As the Quillette article below reveals (the author is the brave Middlebury undergraduate Dominic Aiello), those administrators were Sujata Moorti, incoming dean of the faculty, Baishakhi Taylor, Dean of Students, and Renee Wells, director of education for equity and inclusion. Aiello adds his own take on the shameful behavior by both students and faculty:
As my recording of the event shows, it was a call-and-response performance starring outraged protestors and three highly sympathetic administration members—two of them being both deans and gender studies professors. The whole thing resembled a modern day Struggle Session, with kids literally weeping over the “violence” that supposedly had been brought to campus through the vessel of Legutko. The response of the administrators was an endless expression of sympathy and guilt, as well as pledges to make things right. The students actually demanded that the administrators take notes. And like an obedient underling, one of the professors whipped out her phone to record every demand (all of which were subsequently published in manifesto form).
The three faculty members spoke openly about their desire to block speakers with certain viewpoints from coming to campus, and discussed plans for an extensive background-check scheme that would allow Middlebury officials to systematically analyze speakers beforehand. I recorded all of this because I’m passionate about free speech—and I felt it was my duty to show other students that members of their own administration were explicitly advocating for a system that would allow them to restrict speech on campus in accordance with their own privately held biases.
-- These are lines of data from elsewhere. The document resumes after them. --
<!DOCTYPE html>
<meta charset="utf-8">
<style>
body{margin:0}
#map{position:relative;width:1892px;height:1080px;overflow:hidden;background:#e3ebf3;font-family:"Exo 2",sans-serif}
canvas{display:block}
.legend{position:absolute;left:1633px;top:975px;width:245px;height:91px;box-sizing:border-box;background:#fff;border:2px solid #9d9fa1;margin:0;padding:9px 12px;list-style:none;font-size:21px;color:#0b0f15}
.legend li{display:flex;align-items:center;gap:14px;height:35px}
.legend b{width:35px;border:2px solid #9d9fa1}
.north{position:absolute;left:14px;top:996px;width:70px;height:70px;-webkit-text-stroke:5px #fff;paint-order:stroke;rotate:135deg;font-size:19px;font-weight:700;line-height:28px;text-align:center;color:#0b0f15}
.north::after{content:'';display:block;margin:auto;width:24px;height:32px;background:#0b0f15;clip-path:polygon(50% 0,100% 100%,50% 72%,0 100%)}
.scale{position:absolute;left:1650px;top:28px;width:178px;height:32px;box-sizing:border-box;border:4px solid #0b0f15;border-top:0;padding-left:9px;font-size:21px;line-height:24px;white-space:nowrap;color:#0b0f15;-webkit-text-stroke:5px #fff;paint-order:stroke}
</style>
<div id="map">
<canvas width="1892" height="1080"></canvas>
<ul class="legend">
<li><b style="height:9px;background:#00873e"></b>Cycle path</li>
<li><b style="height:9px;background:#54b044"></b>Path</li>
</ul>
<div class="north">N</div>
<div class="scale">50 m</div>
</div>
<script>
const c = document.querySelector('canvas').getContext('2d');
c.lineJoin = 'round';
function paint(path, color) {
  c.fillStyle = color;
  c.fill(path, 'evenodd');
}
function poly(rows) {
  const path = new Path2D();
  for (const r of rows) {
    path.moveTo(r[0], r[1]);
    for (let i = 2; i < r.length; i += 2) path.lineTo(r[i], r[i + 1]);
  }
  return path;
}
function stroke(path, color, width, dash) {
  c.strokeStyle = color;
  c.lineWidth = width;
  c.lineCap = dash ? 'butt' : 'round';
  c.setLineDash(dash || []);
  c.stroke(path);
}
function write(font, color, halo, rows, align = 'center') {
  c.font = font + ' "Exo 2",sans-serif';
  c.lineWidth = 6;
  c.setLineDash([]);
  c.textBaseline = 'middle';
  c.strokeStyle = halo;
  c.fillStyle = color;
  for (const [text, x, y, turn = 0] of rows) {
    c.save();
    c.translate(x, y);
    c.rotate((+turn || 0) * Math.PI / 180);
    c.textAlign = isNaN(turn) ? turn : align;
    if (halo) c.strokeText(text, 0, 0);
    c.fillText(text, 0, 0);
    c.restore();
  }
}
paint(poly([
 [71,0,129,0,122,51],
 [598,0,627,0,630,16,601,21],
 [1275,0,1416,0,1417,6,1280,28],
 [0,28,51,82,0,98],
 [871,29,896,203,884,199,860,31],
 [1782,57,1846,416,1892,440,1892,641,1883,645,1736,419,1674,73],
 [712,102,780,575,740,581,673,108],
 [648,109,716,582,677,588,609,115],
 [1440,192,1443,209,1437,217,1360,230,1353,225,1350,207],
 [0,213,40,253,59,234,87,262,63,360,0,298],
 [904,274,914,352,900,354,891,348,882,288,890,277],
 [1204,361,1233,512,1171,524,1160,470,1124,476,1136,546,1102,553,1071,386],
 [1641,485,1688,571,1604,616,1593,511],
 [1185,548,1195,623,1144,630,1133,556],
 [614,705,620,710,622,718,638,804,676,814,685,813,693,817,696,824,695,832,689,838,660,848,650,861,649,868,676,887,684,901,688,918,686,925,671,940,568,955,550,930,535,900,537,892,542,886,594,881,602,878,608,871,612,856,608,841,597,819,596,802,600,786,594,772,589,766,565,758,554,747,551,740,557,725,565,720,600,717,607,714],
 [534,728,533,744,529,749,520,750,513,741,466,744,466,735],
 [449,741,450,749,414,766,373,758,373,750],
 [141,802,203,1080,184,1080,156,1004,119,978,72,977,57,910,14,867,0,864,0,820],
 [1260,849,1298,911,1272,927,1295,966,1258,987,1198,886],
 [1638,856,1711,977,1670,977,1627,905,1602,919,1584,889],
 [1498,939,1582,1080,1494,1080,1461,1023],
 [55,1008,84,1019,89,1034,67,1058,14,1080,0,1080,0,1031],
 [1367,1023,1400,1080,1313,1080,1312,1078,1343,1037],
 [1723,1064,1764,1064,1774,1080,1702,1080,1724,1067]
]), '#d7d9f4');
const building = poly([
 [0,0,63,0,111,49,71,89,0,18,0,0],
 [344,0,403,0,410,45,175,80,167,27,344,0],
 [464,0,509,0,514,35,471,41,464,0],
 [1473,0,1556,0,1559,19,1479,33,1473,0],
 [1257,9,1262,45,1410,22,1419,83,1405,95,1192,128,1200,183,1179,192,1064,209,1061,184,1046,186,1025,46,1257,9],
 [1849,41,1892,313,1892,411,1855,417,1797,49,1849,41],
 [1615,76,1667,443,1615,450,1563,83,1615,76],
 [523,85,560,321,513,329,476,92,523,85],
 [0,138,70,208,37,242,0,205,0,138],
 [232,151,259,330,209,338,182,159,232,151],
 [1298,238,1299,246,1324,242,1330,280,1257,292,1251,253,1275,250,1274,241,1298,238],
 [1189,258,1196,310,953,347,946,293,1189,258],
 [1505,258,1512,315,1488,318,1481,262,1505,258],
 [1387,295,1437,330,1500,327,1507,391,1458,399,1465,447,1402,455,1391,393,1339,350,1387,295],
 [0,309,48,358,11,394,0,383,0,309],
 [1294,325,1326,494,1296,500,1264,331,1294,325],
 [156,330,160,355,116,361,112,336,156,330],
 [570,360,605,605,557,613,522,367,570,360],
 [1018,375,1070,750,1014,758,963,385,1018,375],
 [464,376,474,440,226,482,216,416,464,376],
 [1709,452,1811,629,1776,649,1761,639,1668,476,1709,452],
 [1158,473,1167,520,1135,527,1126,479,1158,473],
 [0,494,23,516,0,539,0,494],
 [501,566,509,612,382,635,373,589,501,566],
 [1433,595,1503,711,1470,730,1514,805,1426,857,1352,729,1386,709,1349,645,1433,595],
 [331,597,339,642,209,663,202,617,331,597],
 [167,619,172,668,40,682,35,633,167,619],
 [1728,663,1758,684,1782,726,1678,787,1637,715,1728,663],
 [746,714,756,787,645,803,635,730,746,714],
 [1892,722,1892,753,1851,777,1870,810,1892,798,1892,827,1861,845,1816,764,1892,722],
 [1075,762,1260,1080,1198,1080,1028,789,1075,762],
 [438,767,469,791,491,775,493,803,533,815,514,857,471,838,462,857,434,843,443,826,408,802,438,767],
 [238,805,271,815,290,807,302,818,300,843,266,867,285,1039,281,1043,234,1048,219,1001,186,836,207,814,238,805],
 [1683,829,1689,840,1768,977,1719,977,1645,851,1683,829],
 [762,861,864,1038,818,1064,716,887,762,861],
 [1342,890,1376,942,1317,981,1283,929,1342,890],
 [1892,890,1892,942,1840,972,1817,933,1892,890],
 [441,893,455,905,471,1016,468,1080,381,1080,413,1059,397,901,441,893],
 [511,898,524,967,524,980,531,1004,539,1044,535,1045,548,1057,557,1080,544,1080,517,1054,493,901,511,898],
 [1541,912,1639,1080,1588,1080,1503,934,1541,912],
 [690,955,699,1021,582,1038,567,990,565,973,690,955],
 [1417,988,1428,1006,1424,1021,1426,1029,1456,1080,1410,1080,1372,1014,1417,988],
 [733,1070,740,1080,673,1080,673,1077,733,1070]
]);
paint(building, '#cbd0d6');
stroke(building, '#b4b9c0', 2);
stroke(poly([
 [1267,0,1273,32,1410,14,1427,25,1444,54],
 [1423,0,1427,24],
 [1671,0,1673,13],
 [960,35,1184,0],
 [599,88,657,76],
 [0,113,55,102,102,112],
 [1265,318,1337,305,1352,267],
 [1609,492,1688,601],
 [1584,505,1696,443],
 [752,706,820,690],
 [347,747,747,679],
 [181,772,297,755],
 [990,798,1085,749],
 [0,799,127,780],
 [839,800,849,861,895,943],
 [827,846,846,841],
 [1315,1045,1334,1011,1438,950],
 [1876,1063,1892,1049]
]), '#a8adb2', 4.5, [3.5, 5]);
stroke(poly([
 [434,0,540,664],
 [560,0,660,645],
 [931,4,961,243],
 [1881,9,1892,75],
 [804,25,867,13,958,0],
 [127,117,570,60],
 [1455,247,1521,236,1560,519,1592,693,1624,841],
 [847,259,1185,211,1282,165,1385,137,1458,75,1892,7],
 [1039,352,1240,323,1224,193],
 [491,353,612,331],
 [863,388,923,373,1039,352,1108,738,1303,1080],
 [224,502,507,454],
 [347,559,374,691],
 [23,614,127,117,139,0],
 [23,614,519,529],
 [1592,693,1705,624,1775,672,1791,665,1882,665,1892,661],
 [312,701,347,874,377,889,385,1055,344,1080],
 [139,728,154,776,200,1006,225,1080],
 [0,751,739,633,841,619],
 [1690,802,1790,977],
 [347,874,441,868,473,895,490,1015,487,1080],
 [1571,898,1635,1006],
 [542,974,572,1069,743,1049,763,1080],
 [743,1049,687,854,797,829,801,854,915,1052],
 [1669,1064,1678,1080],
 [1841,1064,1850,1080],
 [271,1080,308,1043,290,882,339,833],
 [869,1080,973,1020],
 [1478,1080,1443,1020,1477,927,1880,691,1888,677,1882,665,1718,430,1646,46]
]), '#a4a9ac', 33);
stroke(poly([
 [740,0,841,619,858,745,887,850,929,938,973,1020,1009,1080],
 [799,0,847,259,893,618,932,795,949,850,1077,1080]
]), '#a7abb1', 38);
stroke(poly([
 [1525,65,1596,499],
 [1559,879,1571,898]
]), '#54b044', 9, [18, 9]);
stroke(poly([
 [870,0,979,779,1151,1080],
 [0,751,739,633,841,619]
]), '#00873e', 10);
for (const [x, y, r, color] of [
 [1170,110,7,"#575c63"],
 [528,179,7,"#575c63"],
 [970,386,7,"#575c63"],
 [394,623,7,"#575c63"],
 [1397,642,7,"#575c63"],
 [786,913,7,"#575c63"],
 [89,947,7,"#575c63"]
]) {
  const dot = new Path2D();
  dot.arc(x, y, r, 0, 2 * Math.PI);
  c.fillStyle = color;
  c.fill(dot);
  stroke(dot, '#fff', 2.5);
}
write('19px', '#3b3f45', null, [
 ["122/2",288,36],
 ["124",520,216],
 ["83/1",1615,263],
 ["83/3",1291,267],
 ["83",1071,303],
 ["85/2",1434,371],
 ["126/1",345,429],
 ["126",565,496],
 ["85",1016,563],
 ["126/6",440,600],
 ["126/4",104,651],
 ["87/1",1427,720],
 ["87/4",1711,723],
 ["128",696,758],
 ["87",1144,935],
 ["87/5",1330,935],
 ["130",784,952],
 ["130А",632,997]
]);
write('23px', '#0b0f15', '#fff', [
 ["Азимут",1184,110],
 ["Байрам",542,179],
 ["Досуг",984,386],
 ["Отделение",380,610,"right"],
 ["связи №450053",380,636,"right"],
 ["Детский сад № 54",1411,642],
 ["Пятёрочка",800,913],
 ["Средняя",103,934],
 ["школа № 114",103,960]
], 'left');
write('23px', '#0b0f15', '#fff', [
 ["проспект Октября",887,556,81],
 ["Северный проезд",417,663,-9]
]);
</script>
After about an hour, three more college officials entered the room, and students again jumped up to the whiteboard to list their demands. At this point, I felt I had seen enough and decided to go home, where I listened to the 40 minutes of audio I’d recorded. I was stunned by the realization that the school was no longer run according to any coherent set of ideas set down by the administration, but rather by the knee-jerk diktats of a small group of radicalized students operating in open alliance with like-minded staffers.
Read the rest below (click on screenshot); it’s even worse than that. The letter I wrote the other day to the President, Provost, and Dean of Middlebury has of course gone unanswered.

And now (this is getting to be the normal drill), the Student Senate, the students’ governing association, has produced a list of 13 demands (well, “proposals”, though the blackmail threat outlined below takes them into the realm of demands) in the Middlebury Campus, the student newspaper:

Note that who is supposed to get “healed” here is not the community, but the offended students.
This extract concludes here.